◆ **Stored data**
□ □ □ □ □ □ □

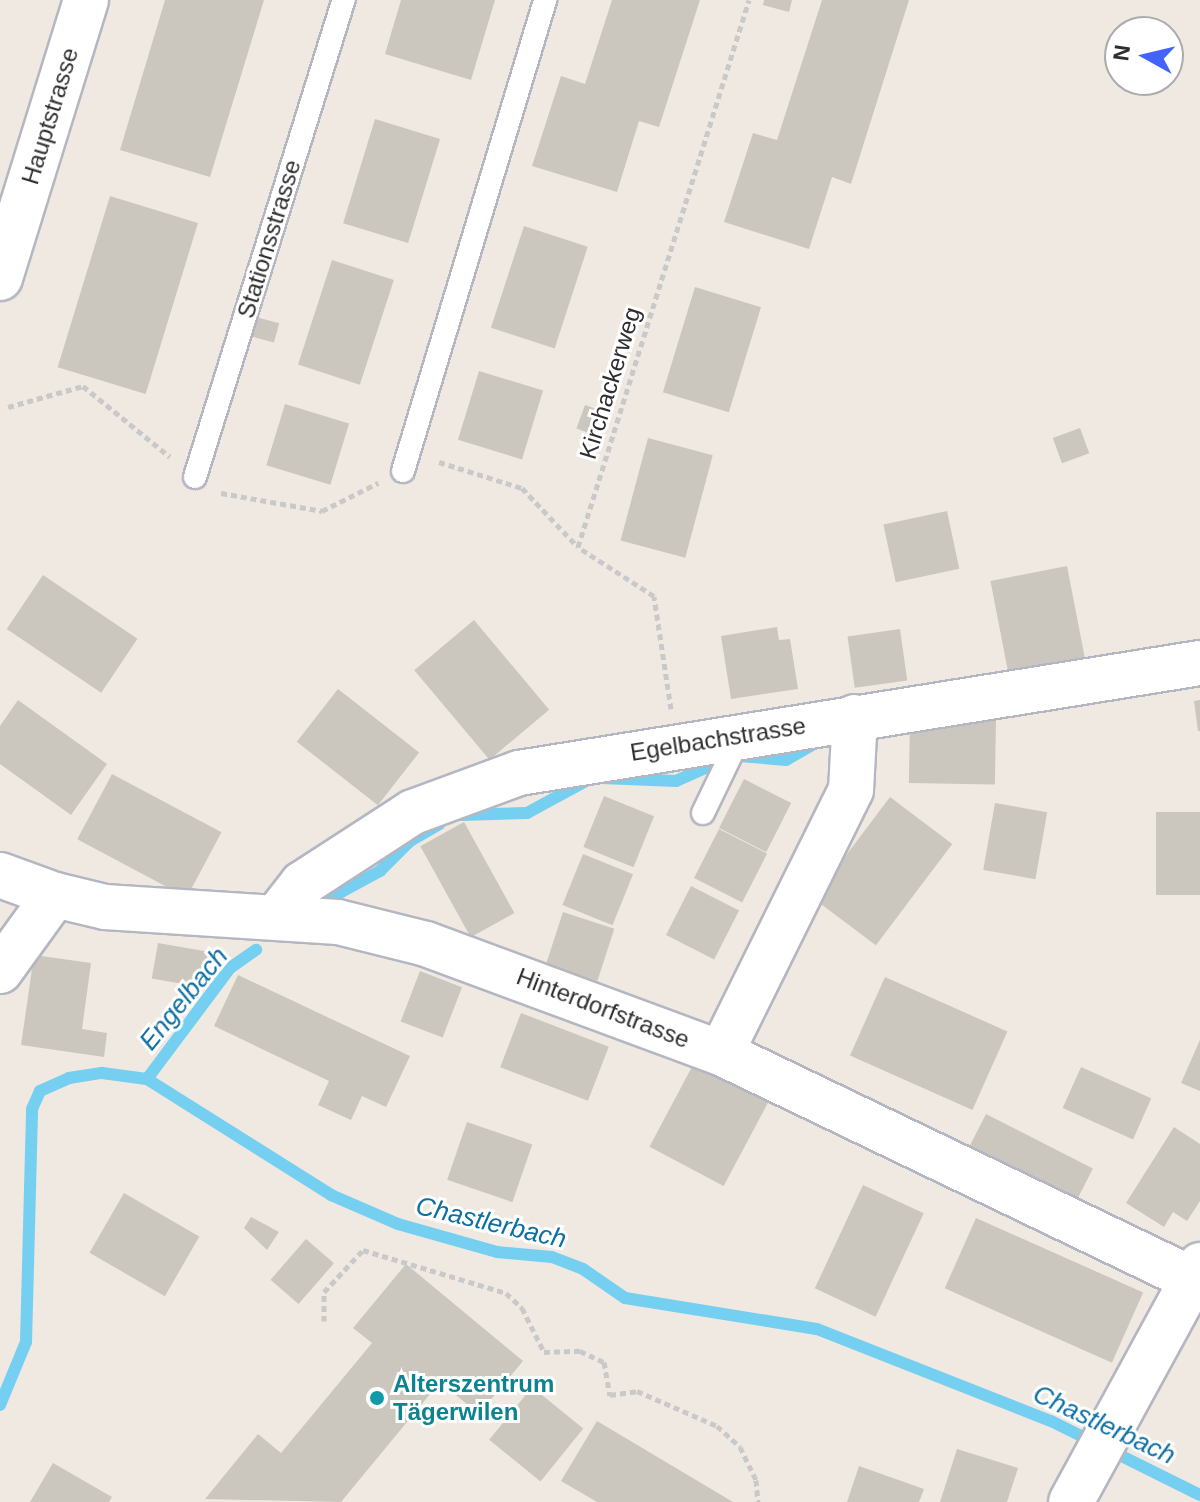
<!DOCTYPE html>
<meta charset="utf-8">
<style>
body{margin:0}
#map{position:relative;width:1200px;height:1502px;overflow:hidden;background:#efe9e1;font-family:Helvetica,sans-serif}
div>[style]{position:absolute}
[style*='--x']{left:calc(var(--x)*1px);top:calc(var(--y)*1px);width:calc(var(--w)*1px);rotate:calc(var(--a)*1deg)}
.stream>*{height:12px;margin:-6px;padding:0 6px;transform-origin:6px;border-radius:6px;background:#75cff0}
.building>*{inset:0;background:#cbc7bf;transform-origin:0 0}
.path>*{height:5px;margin-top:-2.5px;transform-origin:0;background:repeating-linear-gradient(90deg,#c9c9c9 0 6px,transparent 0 10px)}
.roads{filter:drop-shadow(2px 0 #b4b7c1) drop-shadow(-2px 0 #b4b7c1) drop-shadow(0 2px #b4b7c1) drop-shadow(0 -2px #b4b7c1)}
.service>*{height:22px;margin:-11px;padding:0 11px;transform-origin:11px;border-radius:11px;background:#fff}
.minor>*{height:44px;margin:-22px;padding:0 22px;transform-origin:22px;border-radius:22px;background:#fff}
.tertiary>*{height:44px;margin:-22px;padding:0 22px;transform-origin:22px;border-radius:22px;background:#fff}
.dots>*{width:22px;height:22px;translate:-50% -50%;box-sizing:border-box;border:4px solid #fff;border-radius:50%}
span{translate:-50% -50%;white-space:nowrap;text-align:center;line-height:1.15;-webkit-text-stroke:6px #fff;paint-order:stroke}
.street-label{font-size:24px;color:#2e2e2e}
.culture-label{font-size:24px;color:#0d838f;font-weight:700}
.left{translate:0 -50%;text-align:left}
.water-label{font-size:26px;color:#0d6fa3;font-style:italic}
.north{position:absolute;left:1104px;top:16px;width:80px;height:80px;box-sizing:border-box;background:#fff;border:2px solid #ababab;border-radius:50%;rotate:278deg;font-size:22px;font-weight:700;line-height:32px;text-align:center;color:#2e2e2e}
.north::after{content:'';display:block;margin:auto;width:28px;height:36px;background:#4264fb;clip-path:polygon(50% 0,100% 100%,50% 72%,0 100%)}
</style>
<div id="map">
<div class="stream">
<div style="--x:740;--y:756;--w:46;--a:5"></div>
<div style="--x:786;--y:760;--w:34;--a:-30"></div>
<div style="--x:602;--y:778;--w:74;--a:2.3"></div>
<div style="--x:676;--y:781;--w:51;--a:-24.1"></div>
<div style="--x:461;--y:815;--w:66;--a:-1.7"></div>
<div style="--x:527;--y:813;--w:65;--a:-28.5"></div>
<div style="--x:332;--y:897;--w:55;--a:-28.4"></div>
<div style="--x:380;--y:871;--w:42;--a:-45"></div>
<div style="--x:410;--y:841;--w:34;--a:-30"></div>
<div style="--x:147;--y:1079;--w:139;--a:-53.2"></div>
<div style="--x:230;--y:968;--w:32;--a:-35"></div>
<div style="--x:0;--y:1405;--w:68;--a:-67.6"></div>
<div style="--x:26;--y:1342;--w:233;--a:-88.5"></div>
<div style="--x:32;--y:1109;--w:20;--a:-66"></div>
<div style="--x:40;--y:1091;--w:32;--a:-24"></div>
<div style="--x:69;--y:1078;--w:33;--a:-9"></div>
<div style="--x:102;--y:1073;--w:45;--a:7.6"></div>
<div style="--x:147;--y:1079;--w:218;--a:32.2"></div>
<div style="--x:331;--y:1195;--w:73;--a:23.4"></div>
<div style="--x:398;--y:1224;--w:103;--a:15.8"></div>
<div style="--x:497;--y:1252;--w:55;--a:5.2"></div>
<div style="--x:552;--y:1257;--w:33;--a:21"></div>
<div style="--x:583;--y:1269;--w:51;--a:34.6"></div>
<div style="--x:625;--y:1298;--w:194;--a:9.2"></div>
<div style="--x:817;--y:1329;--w:251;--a:21.5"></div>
<div style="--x:1051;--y:1421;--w:166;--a:26.4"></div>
</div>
<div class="building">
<div style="clip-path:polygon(165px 0,264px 0,210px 177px,120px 150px)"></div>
<div style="clip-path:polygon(401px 0,495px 0,471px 80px,385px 54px)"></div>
<div style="clip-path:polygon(612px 0,700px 0,659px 127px,639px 121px,617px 192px,532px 166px,561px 76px,585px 84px)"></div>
<div style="clip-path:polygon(764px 0,792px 0,789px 12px,763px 5px)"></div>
<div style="clip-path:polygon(822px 0,909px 0,851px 184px,832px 177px,809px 249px,724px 222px,753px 133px,777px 140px)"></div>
<div style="left:375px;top:119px;width:68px;height:109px;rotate:17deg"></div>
<div style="left:110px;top:196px;width:92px;height:179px;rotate:17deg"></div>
<div style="left:524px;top:226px;width:67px;height:107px;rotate:18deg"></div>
<div style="left:332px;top:260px;width:65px;height:110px;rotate:18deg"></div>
<div style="left:695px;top:287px;width:69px;height:110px;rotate:17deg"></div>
<div style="left:256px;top:317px;width:24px;height:20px;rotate:15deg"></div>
<div style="left:479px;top:371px;width:67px;height:72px;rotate:17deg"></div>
<div style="left:285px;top:404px;width:67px;height:64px;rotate:17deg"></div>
<div style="left:585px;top:405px;width:23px;height:25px;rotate:20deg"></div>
<div style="left:1080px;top:428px;width:27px;height:29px;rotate:70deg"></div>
<div style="left:648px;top:438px;width:67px;height:106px;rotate:15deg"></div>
<div style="left:947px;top:511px;width:59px;height:65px;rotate:78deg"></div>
<div style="left:1067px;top:566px;width:106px;height:78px;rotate:79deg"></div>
<div style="left:43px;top:575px;width:114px;height:65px;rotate:34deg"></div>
<div style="left:474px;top:620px;width:117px;height:78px;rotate:50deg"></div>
<div style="clip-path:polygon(777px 627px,779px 640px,790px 639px,798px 689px,731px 699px,721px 636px)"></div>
<div style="left:900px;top:629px;width:52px;height:53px;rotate:82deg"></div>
<div style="left:338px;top:689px;width:103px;height:67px;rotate:38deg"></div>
<div style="clip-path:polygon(18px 700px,107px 764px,71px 815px,0 764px,0 726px)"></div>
<div style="clip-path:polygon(1200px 700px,1200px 731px,1198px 731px,1194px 701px)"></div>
<div style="left:910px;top:718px;width:86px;height:65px;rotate:1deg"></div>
<div style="left:112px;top:774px;width:124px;height:74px;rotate:28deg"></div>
<div style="left:744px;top:779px;width:53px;height:55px;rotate:27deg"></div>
<div style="left:604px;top:796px;width:54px;height:55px;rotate:22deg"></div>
<div style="left:890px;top:797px;width:78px;height:127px;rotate:37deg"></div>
<div style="left:995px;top:803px;width:53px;height:68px;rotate:10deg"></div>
<div style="left:1200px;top:812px;width:83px;height:44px;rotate:90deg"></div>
<div style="left:464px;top:822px;width:104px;height:50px;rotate:61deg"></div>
<div style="left:719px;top:829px;width:54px;height:55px;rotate:27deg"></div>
<div style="left:583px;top:854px;width:54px;height:55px;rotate:22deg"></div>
<div style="left:691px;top:886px;width:54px;height:55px;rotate:27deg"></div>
<div style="left:563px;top:912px;width:54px;height:55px;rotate:18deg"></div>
<div style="left:158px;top:943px;width:51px;height:36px;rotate:10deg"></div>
<div style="clip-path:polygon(34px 955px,91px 963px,82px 1029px,107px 1033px,104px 1057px,21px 1045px)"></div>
<div style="left:420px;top:971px;width:45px;height:54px;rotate:21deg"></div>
<div style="clip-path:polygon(238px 975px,410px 1056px,386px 1107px,362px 1096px,351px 1120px,318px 1105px,329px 1081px,214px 1026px)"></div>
<div style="left:885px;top:977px;width:134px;height:86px;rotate:24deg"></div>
<div style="left:521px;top:1013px;width:94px;height:58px;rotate:21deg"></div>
<div style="clip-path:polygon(1200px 1040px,1200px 1091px,1181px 1083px)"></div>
<div style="left:695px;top:1061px;width:84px;height:97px;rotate:28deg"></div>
<div style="left:1081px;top:1067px;width:77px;height:45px;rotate:24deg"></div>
<div style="left:986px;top:1114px;width:120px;height:44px;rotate:27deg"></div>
<div style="left:467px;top:1122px;width:69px;height:61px;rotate:19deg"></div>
<div style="clip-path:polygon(1174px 1127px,1200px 1144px,1200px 1201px,1187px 1221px,1173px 1212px,1164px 1227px,1126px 1203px)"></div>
<div style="left:863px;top:1185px;width:67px;height:114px;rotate:25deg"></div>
<div style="left:124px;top:1193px;width:87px;height:69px;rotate:30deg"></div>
<div style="clip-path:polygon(251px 1217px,279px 1232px,267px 1250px,244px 1228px)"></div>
<div style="left:976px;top:1218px;width:183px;height:77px;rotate:24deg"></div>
<div style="left:306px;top:1239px;width:37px;height:54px;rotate:41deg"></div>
<div style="clip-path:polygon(406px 1264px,523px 1361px,479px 1414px,440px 1382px,341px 1502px,205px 1499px,258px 1434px,281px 1453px,372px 1343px,353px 1328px)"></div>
<div style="left:532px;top:1387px;width:66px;height:68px;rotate:39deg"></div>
<div style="clip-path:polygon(597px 1421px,733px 1502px,597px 1502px,561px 1481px)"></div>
<div style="clip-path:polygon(957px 1449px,1018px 1468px,1007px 1502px,940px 1502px)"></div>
<div style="clip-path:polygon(53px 1463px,112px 1497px,109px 1502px,30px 1502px)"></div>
<div style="clip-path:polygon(859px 1466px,924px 1489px,919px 1502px,847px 1502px)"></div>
</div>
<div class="path">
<div style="--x:8;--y:407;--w:78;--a:-15.6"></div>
<div style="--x:83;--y:386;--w:112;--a:39.2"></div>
<div style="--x:439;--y:462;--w:87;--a:17.4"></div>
<div style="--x:522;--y:488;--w:81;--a:46.5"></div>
<div style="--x:221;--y:493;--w:103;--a:10.1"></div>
<div style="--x:322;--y:511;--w:63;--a:-26.6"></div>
<div style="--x:671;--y:709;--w:114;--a:-98.6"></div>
<div style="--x:654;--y:596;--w:90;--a:-147.2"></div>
<div style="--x:578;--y:547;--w:573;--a:-72.64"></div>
<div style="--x:324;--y:1321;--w:29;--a:-90"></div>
<div style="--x:324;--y:1292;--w:57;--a:-47.1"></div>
<div style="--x:363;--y:1250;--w:149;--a:16.7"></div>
<div style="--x:506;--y:1293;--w:22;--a:43"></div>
<div style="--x:522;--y:1308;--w:49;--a:63.4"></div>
<div style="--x:544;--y:1352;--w:36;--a:-2"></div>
<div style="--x:580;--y:1351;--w:26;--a:25"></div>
<div style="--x:604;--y:1362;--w:34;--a:80"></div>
<div style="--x:610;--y:1395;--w:27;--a:-8"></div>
<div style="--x:637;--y:1391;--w:87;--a:23.6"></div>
<div style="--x:717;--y:1426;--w:31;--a:42"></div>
<div style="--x:740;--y:1447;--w:37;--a:64"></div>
<div style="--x:756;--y:1480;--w:22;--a:85"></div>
</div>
<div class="roads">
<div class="service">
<div style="--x:403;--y:471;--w:492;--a:-73.2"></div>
<div style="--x:195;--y:477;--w:500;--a:-72.7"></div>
<div style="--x:703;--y:813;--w:85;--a:-64.3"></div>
</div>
<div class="minor">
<div style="--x:0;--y:875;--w:59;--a:20"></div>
<div style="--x:277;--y:916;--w:41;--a:-52"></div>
<div style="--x:302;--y:884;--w:132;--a:-33"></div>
<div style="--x:413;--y:812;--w:113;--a:-20.2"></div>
<div style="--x:519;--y:773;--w:690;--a:-9.18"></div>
<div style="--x:0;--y:971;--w:94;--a:-54.1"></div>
<div style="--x:55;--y:895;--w:51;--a:13.5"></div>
<div style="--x:105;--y:907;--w:233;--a:3.7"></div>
<div style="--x:338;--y:922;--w:91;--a:14"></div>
<div style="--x:426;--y:944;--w:314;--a:20.3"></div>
<div style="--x:721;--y:1053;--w:531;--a:25.65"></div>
<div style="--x:721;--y:1053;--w:293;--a:-63.7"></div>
<div style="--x:851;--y:790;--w:73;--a:-86.9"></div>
<div style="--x:1071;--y:1502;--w:270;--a:-61.4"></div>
</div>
<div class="tertiary">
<div style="--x:0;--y:278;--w:291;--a:-72.8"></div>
</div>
</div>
<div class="dots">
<div style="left:377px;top:1398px;background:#0f9aa8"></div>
</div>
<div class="street-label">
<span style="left:50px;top:116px;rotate:-73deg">Hauptstrasse</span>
<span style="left:269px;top:239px;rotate:-73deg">Stationsstrasse</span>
<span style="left:610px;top:383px;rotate:-73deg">Kirchackerweg</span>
<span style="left:718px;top:739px;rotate:-9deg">Egelbachstrasse</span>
<span style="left:603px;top:1008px;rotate:21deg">Hinterdorfstrasse</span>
</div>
<div class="culture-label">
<span class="left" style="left:393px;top:1398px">Alterszentrum<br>Tägerwilen</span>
</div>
<div class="water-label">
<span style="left:184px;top:999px;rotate:-51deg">Engelbach</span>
<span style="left:491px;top:1223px;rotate:13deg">Chastlerbach</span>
<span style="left:1104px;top:1425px;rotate:25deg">Chastlerbach</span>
</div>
<div class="north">N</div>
</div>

□ □ □ □ □ □ □

Take every line from the data above that holds "stream" and copy it out.

.stream>*{height:12px;margin:-6px;padding:0 6px;transform-origin:6px;border-radius:6px;background:#75cff0}
<div class="stream">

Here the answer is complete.